2.– Con atto del 12 novembre 2024, è intervenuto in giudizio il Presidente del Consiglio dei ministri, rappresentato e difeso dall’Avvocatura dello Stato, eccependo in via preliminare l’inammissibilità delle questioni e deducendo, nel merito, la non fondatezza delle stesse.

2.1.– Sarebbero innanzitutto inammissibili, per difetto di rilevanza e di motivazione sulla rilevanza, le questioni di legittimità costituzionale dell’art. 4, comma 3-bis, del d.l. n. 185 del 2008, come convertito.

La Corte rimettente non si sarebbe, infatti, espressa sull’applicabilità della disposizione in esame nel giudizio a quo.

Ad avviso dell’Avvocatura generale, la disciplina introdotta dall’art. 4, comma 3-bis, del d.l. n. 185 del 2008, come convertito, sarebbe, in effetti, inapplicabile nel giudizio principale, in quanto il mutamento della destinazione delle risorse del fondo, da essa stabilito, opererebbe solo a partire dai contributi inerenti all’anno 2009.
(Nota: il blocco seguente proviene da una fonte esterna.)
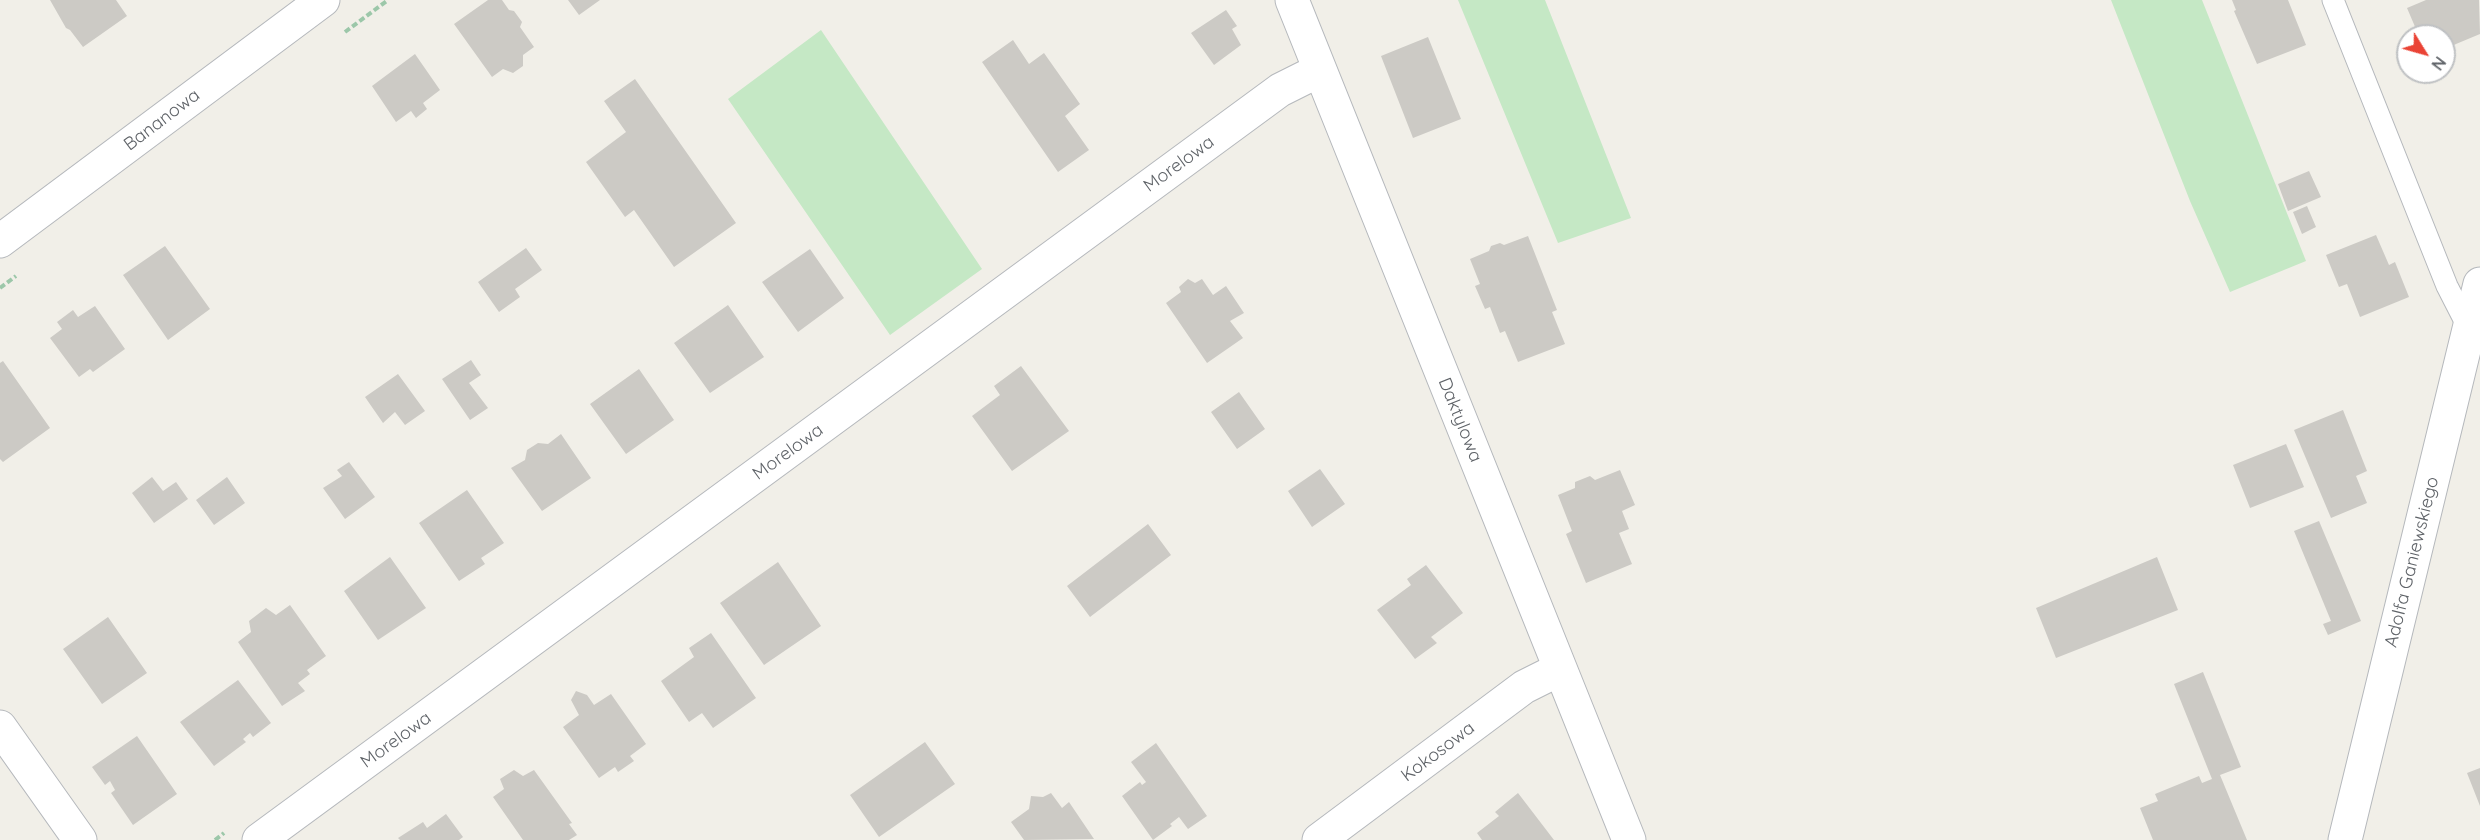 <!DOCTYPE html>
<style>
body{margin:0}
#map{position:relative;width:2480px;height:840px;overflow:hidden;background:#f1efe8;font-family:Quicksand,sans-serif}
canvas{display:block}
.north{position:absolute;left:2396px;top:24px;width:60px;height:60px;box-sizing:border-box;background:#fff;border:2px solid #bfc1c3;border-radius:50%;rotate:127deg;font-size:16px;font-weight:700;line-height:24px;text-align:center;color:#5f6368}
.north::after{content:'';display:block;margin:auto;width:21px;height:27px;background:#ea4335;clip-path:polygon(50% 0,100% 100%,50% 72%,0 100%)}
</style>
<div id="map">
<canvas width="2480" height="840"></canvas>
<div class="north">N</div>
</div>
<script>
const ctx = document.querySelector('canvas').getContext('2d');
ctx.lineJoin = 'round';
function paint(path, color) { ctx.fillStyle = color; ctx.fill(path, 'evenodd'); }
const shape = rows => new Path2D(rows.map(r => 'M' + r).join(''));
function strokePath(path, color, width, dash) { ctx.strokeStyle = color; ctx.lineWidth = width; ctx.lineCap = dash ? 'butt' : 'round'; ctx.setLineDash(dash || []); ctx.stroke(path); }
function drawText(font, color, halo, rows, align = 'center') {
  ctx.font = font + ' Quicksand,sans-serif'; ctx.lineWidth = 5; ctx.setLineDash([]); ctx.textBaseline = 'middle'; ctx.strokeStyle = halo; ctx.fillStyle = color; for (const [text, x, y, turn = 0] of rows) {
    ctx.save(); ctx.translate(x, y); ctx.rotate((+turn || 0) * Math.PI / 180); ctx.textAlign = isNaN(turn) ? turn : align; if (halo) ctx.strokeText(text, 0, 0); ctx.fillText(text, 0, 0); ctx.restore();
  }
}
paint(shape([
 [1458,0,1545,0,1631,218,1558,243],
 [2111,0,2202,0,2306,261,2230,292,2190,201],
 [821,30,982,269,890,335,728,99]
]), '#c5e8c5');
paint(shape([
 [50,0,116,0,127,16,83,47,70,30,66,28],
 [488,0,502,0,509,10,514,11,522,22,520,27,534,47,523,55,523,66,513,73,503,69,492,77,454,24],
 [568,0,600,0,579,15],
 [2232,0,2288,0,2306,45,2257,64,2234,11,2236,10],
 [2426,0,2479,0,2480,34,2444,49,2444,36,2419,36,2407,8],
 [1226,10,1237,26,1232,29,1241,45,1214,65,1191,33],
 [1428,37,1461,119,1413,138,1381,56],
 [1013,40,1029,64,1044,53,1080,104,1065,116,1089,150,1058,172,982,62],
 [415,54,440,90,423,103,427,109,416,118,411,111,396,122,372,86],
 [635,79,736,223,674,267,634,210,625,217,586,162,626,132,604,101],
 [2309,171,2321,197,2288,211,2278,184],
 [2307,206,2316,227,2302,234,2293,212],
 [2376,235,2389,265,2395,262,2409,297,2360,317,2347,284,2339,287,2326,255],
 [1528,236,1557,310,1552,312,1565,344,1518,362,1505,331,1500,333,1490,307,1485,309,1475,286,1480,284,1470,259,1489,251,1491,246,1500,243,1504,245],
 [165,246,210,309,168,340,123,275],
 [526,248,542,270,515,289,520,297,499,312,478,282],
 [810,249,844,298,798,332,762,282],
 [1188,279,1195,283,1202,279,1213,295,1226,286,1244,313,1230,321,1243,338,1207,363,1166,303,1181,292,1179,287],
 [728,305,764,357,710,393,674,343],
 [95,306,125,349,93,372,90,369,79,377,50,338,62,329,57,322,73,310,78,317],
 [471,360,481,375,469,383,488,408,470,420,442,379],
 [3,361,50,428,3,462,0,459,0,363],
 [1021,366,1069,431,1012,471,972,416,1000,395,994,386],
 [639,369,674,420,626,454,590,404],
 [398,374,425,411,405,425,395,412,383,423,365,397],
 [1239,392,1265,429,1237,449,1211,412],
 [2343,410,2367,471,2356,476,2367,503,2331,518,2294,430],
 [561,434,591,478,542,511,511,468,525,460,527,450,538,443,548,444],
 [2286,444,2304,487,2250,508,2233,465],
 [349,462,375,497,345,519,323,488,342,476,337,470],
 [1320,469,1345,504,1312,527,1288,491],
 [1620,470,1635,505,1622,511,1629,529,1619,533,1632,564,1586,583,1566,534,1572,531,1558,495,1575,488,1575,482,1590,476,1595,480],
 [152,477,163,491,176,482,188,499,154,523,132,493],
 [227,477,245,503,214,525,196,500],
 [467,490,504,543,481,558,485,564,459,581,419,523],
 [2319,521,2361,621,2328,635,2323,624,2331,621,2294,531],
 [1148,524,1171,555,1090,617,1067,586],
 [390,557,426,608,378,640,344,591],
 [2157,557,2178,610,2056,658,2036,608],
 [778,562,821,626,764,665,720,603],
 [1426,565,1463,613,1431,637,1437,643,1415,659,1377,610,1411,585,1407,579],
 [290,605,326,656,307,670,310,674,298,683,305,691,282,706,238,642,251,632,249,621,266,608,276,615],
 [108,617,147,673,102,704,63,649],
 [711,633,756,698,713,728,702,713,689,722,661,681,694,657,689,648],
 [2203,672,2241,767,2220,775,2247,840,2153,840,2140,808,2158,801,2155,794,2199,776,2202,783,2212,779,2174,684],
 [238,680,271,723,253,737,250,733,243,739,246,742,214,766,180,722],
 [576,691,587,695,594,705,611,694,646,744,630,756,634,761,618,772,615,767,599,778,563,727,579,715,571,700],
 [137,736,177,794,133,825,111,793,115,790,110,781,105,785,92,767],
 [925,742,955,784,879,837,850,795],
 [1156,743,1207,816,1188,829,1179,817,1170,824,1172,826,1153,840,1122,796,1140,782,1142,785,1146,782,1131,762],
 [2480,768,2480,806,2467,773],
 [514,770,523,776,534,770,572,823,569,824,577,835,569,840,523,840,493,797,504,789,500,779],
 [1051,793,1062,808,1069,802,1094,839,1024,840,1011,822,1029,809,1031,796,1043,797],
 [1518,793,1554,840,1482,840,1477,833,1499,816,1495,812],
 [446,814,463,837,459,840,400,840,398,838,423,822,427,828]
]), '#cccac5');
const service = shape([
 [2333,0,2447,286,2469,329]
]);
const minor = shape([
 [1292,0,1629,840],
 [0,241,323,0],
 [0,727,80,840],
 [259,840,1280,90,1320,70],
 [1319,840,1524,687,1560,669],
 [2345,840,2480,284]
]);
strokePath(service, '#b5b8bc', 23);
strokePath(minor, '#b5b8bc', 35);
strokePath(shape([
 [345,32,388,0],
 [0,288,16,276],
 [215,840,224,833]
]), '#9cc7a9', 4, [6, 3]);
strokePath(service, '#fff', 21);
strokePath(minor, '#fff', 33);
drawText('18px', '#5f6368', '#fff', [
 ["Bananowa",162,120,-37],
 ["Morelowa",1179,164,-36],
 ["Daktylowa",1460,420,68],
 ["Morelowa",788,452,-36],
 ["Adolfa Ganiewskiego",2412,562,-76],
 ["Morelowa",396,740,-36],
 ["Kokosowa",1438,752,-37]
]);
</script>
Di là dal dato letterale (la norma stabilisce espressamente che la nuova destinazione si applica «a decorrere dal 1 gennaio 2009»), occorrerebbe considerare che, il comma 3-bis dell’art. 4 non era presente nell’originaria formulazione del d.l. n. 185 del 2008, ma è stato inserito dalla legge di conversione n. 2 del 2009, sicché, in virtù del principio secondo cui la legge non dispone che per l’avvenire, la disposizione non potrebbe comunque riguardare l’annualità 2008 oggetto di controversia.

2.2.– Sarebbero altresì inammissibili le questioni di legittimità costituzionale di entrambe le norme sollevate in riferimento agli artt. 3 e 23 Cost., in quanto l’ordinanza di rimessione non avrebbe chiarito in quali termini sarebbe stata violata la riserva di legge in materia tributaria.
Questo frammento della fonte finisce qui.